Breaking Barriers, Localizing Saliency:
A Large-scale Benchmark and Baseline for Condition-Constrained Salient Object Detection

Runmin Cong ¹ Zhiyang Chen ¹ Hao Fang ¹ Sam Kwong ² Wei Zhang ¹

¹ Shandong University, Jinan, China
² Lingnan University, Hong Kong SAR, China

Abstract

Salient Object Detection (SOD) aims to identify and segment the most prominent objects in an image. In real open environments, intelligent systems often encounter complex and challenging scenes, such as low-light, rain, snow, \etc, which we call constrained conditions. These real situations pose more severe challenges to existing SOD models. However, there is no comprehensive and in-depth exploration of this field at both the data and model levels, and most of them focus on ideal situations or a single condition. To bridge this gap, we launch a new task, Condition-Constrained Salient Object Detection (CSOD), aimed at robustly and accurately locating salient objects in constrained environments. On the one hand, to compensate for the lack of datasets, we construct the first large-scale condition-constrained salient object detection dataset CSOD10K, comprising 10,000 pixel-level annotated images and over 100 categories of salient objects. This dataset is oriented towards the real environment and includes 8 real-world constrained scenes under 3 main constraint types, making it extremely challenging. On the other hand, we abandon the paradigm of "restoration before detection" and instead introduce a unified end-to-end framework CSSAM that fully explores scene attributes, eliminating the need for additional ground-truth restored images and reducing computational overhead. Specifically, we design a Scene Prior-Guided Adapter (SPGA), which injects scene priors to enable the foundation model to better adapt to downstream constrained scenes. To automatically decode salient objects, we propose a Hybrid Prompt Decoding Strategy (HPDS), which can effectively integrate multiple types of prompts to achieve adaptation to the SOD task. Extensive experiments show that our model significantly outperforms state-of-the-art methods on both the CSOD10K dataset and existing standard SOD benchmarks.

CSOD10K Dataset

This study introduces the CSOD10K dataset, a new large-scale benchmark explicitly designed for salient object detection in various constrained conditions, which enables us to train and evaluate state-of-the-art SOD methods. The above figure presents some images from the CSOD10K dataset along with their ground truth.
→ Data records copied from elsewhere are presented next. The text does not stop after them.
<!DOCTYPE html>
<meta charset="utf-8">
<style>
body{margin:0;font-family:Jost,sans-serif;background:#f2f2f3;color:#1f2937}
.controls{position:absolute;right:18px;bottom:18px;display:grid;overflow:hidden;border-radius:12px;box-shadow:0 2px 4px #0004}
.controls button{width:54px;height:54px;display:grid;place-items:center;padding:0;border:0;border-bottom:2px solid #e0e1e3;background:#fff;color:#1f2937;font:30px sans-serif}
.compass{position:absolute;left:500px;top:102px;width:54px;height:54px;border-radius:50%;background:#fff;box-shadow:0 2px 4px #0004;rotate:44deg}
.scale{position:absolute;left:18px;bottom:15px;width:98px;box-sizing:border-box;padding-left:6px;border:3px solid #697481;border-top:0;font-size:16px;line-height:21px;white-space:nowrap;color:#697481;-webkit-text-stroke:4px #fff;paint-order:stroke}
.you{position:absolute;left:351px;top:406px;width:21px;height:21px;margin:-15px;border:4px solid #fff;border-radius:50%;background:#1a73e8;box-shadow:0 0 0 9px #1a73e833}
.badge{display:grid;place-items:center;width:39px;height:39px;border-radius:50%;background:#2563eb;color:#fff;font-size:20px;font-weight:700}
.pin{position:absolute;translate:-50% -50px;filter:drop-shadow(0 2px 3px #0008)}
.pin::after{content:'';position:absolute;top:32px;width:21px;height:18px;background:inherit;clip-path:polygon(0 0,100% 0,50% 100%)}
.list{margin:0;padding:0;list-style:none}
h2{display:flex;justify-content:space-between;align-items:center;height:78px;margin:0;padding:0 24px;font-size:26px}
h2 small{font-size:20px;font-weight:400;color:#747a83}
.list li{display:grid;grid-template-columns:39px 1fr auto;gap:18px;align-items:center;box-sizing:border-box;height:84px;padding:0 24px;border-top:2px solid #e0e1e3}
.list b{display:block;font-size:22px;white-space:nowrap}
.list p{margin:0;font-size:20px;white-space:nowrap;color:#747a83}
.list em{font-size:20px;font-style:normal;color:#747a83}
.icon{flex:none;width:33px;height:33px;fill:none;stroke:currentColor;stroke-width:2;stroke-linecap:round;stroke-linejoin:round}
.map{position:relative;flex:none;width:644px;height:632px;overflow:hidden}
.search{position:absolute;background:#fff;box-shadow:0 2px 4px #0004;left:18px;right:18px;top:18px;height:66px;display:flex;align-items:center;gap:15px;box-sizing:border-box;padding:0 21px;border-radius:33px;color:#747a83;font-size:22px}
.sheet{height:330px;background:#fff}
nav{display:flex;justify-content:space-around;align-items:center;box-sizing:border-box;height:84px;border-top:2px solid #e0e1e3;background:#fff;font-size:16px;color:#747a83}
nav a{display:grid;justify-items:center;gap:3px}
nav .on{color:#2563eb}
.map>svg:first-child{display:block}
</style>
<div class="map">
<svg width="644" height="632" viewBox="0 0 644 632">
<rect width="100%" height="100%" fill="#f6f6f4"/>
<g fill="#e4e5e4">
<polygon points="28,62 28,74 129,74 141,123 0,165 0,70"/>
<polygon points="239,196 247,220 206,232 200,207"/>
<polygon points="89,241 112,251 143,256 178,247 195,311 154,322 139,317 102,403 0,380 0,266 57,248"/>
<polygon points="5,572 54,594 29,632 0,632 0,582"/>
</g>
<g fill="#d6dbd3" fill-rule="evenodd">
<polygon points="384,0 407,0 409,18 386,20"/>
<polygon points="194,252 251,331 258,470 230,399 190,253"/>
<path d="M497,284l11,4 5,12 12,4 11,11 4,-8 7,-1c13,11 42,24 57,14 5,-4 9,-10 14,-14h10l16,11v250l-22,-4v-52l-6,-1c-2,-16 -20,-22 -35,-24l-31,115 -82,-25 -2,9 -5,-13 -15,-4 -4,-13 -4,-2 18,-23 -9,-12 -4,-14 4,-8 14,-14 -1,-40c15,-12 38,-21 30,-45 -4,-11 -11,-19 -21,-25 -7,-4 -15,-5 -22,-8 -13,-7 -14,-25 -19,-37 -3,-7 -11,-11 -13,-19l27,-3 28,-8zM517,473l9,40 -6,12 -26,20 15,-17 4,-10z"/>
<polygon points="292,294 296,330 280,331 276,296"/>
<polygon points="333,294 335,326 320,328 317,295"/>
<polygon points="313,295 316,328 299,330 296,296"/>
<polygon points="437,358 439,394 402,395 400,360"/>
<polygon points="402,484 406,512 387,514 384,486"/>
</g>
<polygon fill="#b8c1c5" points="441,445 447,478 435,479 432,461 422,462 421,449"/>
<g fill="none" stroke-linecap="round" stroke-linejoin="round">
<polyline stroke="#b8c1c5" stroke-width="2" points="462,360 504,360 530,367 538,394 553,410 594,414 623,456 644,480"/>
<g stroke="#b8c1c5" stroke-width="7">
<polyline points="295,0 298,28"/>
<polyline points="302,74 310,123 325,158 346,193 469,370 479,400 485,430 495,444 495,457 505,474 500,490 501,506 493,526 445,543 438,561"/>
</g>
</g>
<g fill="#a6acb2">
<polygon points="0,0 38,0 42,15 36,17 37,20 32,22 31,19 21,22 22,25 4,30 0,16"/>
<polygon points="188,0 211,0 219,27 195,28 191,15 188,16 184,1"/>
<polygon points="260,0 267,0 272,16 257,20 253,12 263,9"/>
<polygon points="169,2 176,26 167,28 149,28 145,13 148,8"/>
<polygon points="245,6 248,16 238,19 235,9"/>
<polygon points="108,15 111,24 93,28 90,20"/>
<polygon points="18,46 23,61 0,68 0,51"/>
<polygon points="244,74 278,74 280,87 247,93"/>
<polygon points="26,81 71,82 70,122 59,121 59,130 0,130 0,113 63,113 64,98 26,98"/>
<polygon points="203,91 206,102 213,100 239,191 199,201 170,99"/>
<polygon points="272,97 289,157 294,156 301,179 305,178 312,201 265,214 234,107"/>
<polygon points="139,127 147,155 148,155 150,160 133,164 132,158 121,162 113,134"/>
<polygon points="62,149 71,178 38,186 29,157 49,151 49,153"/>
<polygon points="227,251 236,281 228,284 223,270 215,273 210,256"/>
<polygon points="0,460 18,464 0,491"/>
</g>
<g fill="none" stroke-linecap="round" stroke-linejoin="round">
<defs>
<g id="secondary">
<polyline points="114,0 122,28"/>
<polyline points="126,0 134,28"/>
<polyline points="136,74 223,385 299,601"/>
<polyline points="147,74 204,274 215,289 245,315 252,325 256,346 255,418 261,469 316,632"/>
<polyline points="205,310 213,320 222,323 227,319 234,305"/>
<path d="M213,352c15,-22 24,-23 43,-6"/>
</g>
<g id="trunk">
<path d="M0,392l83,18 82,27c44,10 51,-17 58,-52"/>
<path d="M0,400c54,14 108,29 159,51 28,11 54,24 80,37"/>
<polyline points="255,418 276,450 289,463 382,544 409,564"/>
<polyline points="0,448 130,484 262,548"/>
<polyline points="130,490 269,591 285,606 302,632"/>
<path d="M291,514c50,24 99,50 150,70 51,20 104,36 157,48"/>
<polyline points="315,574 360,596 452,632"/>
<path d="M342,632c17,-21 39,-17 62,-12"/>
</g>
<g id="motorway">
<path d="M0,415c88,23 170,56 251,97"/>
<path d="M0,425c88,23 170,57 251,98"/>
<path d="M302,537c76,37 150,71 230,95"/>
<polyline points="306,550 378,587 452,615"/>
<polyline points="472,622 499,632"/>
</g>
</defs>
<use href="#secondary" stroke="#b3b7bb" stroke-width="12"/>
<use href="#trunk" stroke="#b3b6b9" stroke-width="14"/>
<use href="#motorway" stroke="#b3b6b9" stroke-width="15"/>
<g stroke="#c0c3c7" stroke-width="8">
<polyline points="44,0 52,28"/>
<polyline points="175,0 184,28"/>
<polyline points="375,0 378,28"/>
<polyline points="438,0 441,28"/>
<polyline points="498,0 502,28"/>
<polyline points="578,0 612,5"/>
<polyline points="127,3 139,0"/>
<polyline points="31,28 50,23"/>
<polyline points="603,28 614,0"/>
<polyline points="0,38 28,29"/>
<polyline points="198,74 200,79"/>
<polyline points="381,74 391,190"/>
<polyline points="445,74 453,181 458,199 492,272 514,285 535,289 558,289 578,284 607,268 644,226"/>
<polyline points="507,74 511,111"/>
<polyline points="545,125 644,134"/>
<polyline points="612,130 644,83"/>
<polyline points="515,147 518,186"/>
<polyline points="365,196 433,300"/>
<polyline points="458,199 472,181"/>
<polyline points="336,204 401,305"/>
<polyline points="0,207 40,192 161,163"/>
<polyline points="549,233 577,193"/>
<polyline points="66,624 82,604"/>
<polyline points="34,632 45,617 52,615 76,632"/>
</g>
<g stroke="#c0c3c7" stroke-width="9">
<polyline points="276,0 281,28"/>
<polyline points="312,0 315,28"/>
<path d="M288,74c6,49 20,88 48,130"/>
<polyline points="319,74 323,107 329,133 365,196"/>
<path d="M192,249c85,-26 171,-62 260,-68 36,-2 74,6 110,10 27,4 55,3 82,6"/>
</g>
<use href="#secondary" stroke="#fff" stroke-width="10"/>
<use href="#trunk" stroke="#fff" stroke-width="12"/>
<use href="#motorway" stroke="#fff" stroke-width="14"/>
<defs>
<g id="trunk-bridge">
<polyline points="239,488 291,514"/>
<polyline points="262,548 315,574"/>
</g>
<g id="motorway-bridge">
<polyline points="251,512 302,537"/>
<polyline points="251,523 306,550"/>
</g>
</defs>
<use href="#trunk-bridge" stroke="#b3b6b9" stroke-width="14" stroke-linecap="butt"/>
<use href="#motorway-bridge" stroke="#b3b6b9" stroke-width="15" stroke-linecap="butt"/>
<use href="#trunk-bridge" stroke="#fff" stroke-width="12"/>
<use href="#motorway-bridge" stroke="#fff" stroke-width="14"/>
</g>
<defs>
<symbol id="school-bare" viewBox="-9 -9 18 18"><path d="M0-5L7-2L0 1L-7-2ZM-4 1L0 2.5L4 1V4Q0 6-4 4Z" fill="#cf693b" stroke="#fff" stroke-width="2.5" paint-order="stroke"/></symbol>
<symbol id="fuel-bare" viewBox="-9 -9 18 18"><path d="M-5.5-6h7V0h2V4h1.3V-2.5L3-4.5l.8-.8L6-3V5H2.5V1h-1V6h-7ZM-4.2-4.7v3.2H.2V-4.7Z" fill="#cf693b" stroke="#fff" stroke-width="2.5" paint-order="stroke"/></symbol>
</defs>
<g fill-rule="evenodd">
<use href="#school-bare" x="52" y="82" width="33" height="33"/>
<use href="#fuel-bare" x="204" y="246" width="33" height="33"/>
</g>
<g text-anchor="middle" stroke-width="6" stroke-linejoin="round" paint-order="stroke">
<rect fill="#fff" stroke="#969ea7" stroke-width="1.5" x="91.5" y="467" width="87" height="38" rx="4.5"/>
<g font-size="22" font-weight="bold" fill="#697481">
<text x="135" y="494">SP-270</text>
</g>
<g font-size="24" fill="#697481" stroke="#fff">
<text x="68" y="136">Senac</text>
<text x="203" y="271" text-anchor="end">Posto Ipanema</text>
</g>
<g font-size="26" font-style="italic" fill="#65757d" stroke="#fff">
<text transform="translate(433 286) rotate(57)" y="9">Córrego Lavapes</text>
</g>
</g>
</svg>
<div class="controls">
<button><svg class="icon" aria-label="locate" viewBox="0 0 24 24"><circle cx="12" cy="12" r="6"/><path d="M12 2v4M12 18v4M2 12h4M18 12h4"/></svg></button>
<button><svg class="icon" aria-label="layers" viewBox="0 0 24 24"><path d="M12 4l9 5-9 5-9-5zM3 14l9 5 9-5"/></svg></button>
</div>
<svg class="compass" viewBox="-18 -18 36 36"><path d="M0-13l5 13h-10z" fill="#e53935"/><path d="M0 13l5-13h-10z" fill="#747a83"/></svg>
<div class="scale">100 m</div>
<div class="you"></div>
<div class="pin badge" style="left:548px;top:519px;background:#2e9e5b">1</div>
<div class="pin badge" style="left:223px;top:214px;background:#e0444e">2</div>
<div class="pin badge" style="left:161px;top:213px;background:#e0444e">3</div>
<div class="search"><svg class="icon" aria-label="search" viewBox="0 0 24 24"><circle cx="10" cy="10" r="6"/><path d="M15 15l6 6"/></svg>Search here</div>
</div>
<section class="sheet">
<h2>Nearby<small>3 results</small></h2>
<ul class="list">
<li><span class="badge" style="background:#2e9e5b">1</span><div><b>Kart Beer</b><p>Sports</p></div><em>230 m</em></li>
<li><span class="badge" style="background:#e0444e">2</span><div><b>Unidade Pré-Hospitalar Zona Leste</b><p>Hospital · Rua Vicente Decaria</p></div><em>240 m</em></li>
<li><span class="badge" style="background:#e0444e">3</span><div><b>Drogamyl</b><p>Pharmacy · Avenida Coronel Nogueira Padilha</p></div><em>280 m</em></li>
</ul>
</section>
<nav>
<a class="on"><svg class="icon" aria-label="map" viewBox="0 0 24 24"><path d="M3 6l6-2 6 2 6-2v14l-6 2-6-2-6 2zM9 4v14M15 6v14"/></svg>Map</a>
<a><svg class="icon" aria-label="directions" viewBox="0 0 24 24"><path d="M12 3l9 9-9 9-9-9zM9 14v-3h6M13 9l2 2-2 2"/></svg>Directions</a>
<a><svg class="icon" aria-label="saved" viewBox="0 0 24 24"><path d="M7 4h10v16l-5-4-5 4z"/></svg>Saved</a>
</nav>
Statistics from the CSOD10K dataset. (a) Fine-grained classification of constrained scenes, where the bar length represents the number of images. (b) Number of images for each salient object category. (c) Image resolution distribution. (d) Distribution of the number of salient objects per image. (e) The comparison of the size of salient objects with other SOD datasets, where the horizontal axis refers to the proportion of salient objects mask to the total number of pixels in the image. (f) Comparison of CSOD10K and other datasets in color contrast.

Pipeline

The overall framework of the proposed CSSAM. During the encoding stage, we freeze the parameters of the image encoder and incorporate the Scene Prior-Guided Adapter (SPGA) into the encoder for parameter-efficient fine-tuning to adapt to constrained scenes. In the decoding stage, we use Hybrid Prompt Decoding Strategy (HPDS) to adapt to the SOD task. First, we obtain four types of prompts through the Positive and Negative Prompt Generator. Second, the Prompt Integration Module (PIM) fuses multiple prompts. Finally, the mask decoder outputs the saliency mask.

Highlights

We launch a new task, Condition-Constrained Salient Object Detection (CSOD), and provide solutions from the two dimensions of data and model, enabling intelligent systems to more reliably address complex visual challenges in real and open environments.
We construct a large-scale benchmark dataset CSOD10K for the CSOD task. It is the first SOD dataset covering diverse constrained conditions, with 10,000 images, 3 main constraint types, 8 real-world scenes, 101 object categories, and pixel-level annotations, providing a rich experimental basis and exploration opportunities for the research community.
We propose a unified end-to-end framework CSSAM for the CSOD task. We design a Scene Prior-Guided Adapter (SPGA) to enable the foundation model to better adapt to downstream constrained scenes. We propose a Hybrid Prompt Decoding Strategy (HPDS) that effectively generates and integrates multiple types of prompts to achieve adaptation to the SOD task.